Nadal nie przyznają się do intymnej relacji
O romansie Lady Gagi i Bradleya Coopera mówi się od kilku miesięcy. Bliska relacja pary miała być bezpośrednią przyczyną rozstania piosenkarki z narzeczonym, Christianem Carino oraz aktora z modelką, Iriną Shayk. Gwiazdy nigdy nie potwierdziły, że łączy ich coś więcej niż przyjaźń. Nawet teraz, gdy oboje są wolni, ukrywają, że się spotykają. Nie pokazują się razem publicznie, ale często odwiedzają się w swoich posiadłościach. Ostatnio paparazzi znów przyłapali ich na takiej schadzce.
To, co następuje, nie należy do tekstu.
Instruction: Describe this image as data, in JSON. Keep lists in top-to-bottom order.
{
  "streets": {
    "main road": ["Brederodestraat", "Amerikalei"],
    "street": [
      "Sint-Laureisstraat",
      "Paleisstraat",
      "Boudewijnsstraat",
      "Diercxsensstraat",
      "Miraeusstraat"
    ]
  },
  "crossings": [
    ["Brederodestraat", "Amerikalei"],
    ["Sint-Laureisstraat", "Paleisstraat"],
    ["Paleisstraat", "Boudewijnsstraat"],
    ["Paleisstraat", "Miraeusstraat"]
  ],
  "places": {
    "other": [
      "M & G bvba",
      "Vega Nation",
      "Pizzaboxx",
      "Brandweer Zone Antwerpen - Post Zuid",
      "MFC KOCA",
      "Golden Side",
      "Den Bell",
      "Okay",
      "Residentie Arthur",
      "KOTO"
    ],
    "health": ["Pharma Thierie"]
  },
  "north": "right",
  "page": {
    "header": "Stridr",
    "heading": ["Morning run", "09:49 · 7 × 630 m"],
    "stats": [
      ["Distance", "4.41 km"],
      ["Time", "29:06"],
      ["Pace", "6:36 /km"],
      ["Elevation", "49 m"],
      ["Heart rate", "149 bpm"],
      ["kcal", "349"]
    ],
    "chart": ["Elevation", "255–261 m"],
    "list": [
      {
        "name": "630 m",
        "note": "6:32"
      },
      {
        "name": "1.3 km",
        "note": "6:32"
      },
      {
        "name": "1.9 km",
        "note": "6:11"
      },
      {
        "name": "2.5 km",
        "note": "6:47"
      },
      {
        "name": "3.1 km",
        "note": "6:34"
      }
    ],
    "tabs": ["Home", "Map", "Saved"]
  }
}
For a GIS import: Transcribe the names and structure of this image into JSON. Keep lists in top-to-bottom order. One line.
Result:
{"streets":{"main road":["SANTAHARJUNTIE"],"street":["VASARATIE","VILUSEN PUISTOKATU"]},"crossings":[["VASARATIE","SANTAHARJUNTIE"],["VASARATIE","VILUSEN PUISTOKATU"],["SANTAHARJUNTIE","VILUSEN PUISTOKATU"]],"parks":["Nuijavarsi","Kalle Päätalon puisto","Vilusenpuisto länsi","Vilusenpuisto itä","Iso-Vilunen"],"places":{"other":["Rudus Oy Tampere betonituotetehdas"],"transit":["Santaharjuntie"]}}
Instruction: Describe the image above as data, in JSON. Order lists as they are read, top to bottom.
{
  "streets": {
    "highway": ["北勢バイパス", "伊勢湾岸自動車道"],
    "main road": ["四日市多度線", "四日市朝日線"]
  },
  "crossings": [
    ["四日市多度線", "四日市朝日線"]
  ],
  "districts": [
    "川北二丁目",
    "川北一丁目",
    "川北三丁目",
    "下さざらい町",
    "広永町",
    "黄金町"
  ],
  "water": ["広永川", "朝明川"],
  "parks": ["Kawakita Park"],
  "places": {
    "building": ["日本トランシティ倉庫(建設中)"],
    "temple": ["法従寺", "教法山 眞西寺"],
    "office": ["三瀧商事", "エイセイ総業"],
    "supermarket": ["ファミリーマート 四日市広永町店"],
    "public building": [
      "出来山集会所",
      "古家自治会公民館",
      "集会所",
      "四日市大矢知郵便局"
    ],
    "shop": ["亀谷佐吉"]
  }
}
Od początku podsycali plotki o romansie
Lady Gaga i Bradley Cooper poznali się na planie filmu "Narodziny gwiazdy". Ona grała tam główną rolę, on jej partnerował i reżyserował. Już podczas promocji produkcji nie szczędzili sobie czułych gestów, mimo iż oboje byli wówczas w stałych związkach. Podsycanie plotek o romansie przekładało się na zainteresowanie obrazem.
Podczas gali rozdania Oscarów na oczach milionów widzów odstawili spektakl, który media nazwały wówczas niesmacznym. Para wykonała na scenie utwór "Shallow" przytulając się do siebie. Tylko ślepy nie zauważyłby chemii między nimi, szczególnie, że byli o krok od pocałunku.
Coś jest na rzeczy?
Lady Gaga i Bradley nadal nie chcą afiszować się ze swoją relacją. Zagraniczne media donoszą jednak, że regularnie się odwiedzają i spędzają wspólnie czas.
- Gaga i Bradley nadrabiają zaległości. Kiedy tylko mogą, umawiają się w jej domu w Malibu, który położony jest niedaleko domu mężczyzny w Pacific Palisades. Chcą mimo wszystko, mieć trochę prywatności - donoszą źródła.
Nie możemy się doczekać aż zobaczymy ich oficjalnie jako parę.